Schneiders explains this point further:
Jesus symbolizes his impending death, his
love of his disciples unto the
end, by an act of menial service. He
did not choose an act of service
proceeding from his real and acknowledged superiority to them as teacher
[master] and Lord. Such an act would
have expressed the inequality between himself and his disciples, their
inferiority to him. Instead Jesus acted
to abolish the inequality between them, deliberately reversing their social
position and roles. To wash another’s
feet was something that even slaves could not be required to do, but which
disciples might do out of reverence for their master. But any act of service is permissible and freeing among
friends. By washing his disciples’ feet
Jesus overcame by love the inequality that existed by nature between himself
and those whom he had chosen as friends.
He established an intimacy with them that superseded his superiority and
signaled their access to everything that he had received from his Father (see
15:15), even to the glory that he had been given as Son (see 17:22).…
Peter realizes that Jesus, by transcending
the inequality between himself and his disciples and inaugurating between them
the relationship of friendship, is subverting in principle all structures of
domination, and therefore the basis for Peter’s own exercise of power and
authority. The desire for first place
has no function in friendship. [22]
In
his life with the disciples Jesus frequently attempted to wean his disciples
from the control-and-domination pattern of power, which brought them into
competition with one another and into the preoccupation as to who was the
greatest among them. Even at the Last
Supper they fought for the best places at table.
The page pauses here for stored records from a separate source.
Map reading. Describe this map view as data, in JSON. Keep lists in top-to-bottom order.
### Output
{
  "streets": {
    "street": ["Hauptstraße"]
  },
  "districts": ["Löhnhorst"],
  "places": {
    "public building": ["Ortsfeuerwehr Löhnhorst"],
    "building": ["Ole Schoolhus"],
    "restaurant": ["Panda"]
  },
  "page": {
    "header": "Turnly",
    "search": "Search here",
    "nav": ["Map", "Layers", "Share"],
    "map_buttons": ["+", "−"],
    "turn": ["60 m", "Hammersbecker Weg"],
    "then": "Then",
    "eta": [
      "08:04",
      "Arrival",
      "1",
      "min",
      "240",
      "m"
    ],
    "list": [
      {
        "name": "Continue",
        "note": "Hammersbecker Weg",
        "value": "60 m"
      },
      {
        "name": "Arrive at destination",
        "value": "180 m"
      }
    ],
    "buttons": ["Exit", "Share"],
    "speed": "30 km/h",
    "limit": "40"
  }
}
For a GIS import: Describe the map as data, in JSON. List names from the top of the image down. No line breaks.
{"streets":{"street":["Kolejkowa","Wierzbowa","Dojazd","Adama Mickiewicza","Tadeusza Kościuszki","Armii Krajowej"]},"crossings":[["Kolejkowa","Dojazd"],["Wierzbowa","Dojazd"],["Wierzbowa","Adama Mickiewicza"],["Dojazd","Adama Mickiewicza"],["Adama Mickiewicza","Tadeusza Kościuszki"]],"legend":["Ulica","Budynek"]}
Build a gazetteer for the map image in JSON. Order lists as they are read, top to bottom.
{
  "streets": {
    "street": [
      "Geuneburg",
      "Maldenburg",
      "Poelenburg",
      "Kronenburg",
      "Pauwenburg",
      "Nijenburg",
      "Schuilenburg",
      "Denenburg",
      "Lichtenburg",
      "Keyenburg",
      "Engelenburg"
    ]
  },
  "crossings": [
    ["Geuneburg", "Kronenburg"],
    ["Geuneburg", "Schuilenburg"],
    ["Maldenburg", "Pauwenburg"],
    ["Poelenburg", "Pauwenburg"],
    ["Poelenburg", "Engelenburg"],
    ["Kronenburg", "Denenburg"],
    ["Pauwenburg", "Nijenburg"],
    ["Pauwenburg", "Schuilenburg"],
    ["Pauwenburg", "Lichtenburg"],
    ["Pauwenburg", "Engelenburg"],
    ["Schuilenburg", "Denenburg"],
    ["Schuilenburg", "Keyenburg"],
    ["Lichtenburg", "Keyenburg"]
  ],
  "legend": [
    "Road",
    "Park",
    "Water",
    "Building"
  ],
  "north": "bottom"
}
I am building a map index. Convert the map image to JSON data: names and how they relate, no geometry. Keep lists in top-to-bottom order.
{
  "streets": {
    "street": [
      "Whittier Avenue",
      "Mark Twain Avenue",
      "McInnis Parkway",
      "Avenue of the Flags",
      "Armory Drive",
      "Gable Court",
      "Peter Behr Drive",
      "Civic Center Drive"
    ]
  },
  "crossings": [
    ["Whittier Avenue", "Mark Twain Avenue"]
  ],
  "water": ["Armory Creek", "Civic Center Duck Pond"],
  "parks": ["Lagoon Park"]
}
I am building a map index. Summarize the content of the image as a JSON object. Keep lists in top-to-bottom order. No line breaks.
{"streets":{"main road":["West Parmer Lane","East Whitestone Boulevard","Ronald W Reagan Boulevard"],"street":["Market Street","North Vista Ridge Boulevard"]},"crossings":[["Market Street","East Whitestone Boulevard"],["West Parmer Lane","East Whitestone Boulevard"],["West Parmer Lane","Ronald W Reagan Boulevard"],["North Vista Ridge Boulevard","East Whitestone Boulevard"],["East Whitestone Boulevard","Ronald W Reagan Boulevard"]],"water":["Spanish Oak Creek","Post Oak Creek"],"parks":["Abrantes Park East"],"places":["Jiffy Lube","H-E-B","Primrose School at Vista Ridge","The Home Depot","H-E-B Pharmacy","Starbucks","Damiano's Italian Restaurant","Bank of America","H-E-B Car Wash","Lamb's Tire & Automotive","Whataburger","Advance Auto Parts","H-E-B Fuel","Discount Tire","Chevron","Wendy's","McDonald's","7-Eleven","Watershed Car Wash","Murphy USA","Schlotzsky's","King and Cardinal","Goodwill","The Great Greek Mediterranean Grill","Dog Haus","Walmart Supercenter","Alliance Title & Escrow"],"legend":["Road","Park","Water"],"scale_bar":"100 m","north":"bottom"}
The footwashing is an attempt to shock them out of this power
syndrome, which will be definitively proven as deformative, by the still
greater and more profound shock and scandal of the death on the cross, the
actual event of total self-giving of Christ Master-Friend.
In reference to the traditions of spiritual master being examined in this doctoral project within a structure of dialogue and from the perspective of power, it should be pointed out that Christ’s paradigm of power markedly differs in quality and degree from that which other traditions do allow for, but do not develop and exemplify as fully as the Christian tradition does. The first to be shocked and even scandalized are Christians themselves!
Fruitful
dialogue between the spiritual master traditions may be initiated by this
difference regarding the very ideal of power which imbues the figure of the
master. Thangaraj expresses this hope
indirectly when he says regarding Jesus Master’s death on the cross:
No longer was it [the cross] the tragic and
unfortunate death of a guru.
The cross became the supreme and climactic point at which the guru
was seen as being fully himself—the embodiment of what he taught and did. It became a symbol of the guru’s victory
over sin and death.
By his powerlessness on the cross, the
guru gives a fresh and novel understanding of wherein lay true power—the power
of love and self-sacrifice. On the
cross the guru is no longer seen as a mere pointer to the way of liberated
existence, but he himself can now be seen as “the way, the truth and the life.”
There the reign of God is at its fullest manifestation—a reign of love
and justice and of God’s judgment and mercy.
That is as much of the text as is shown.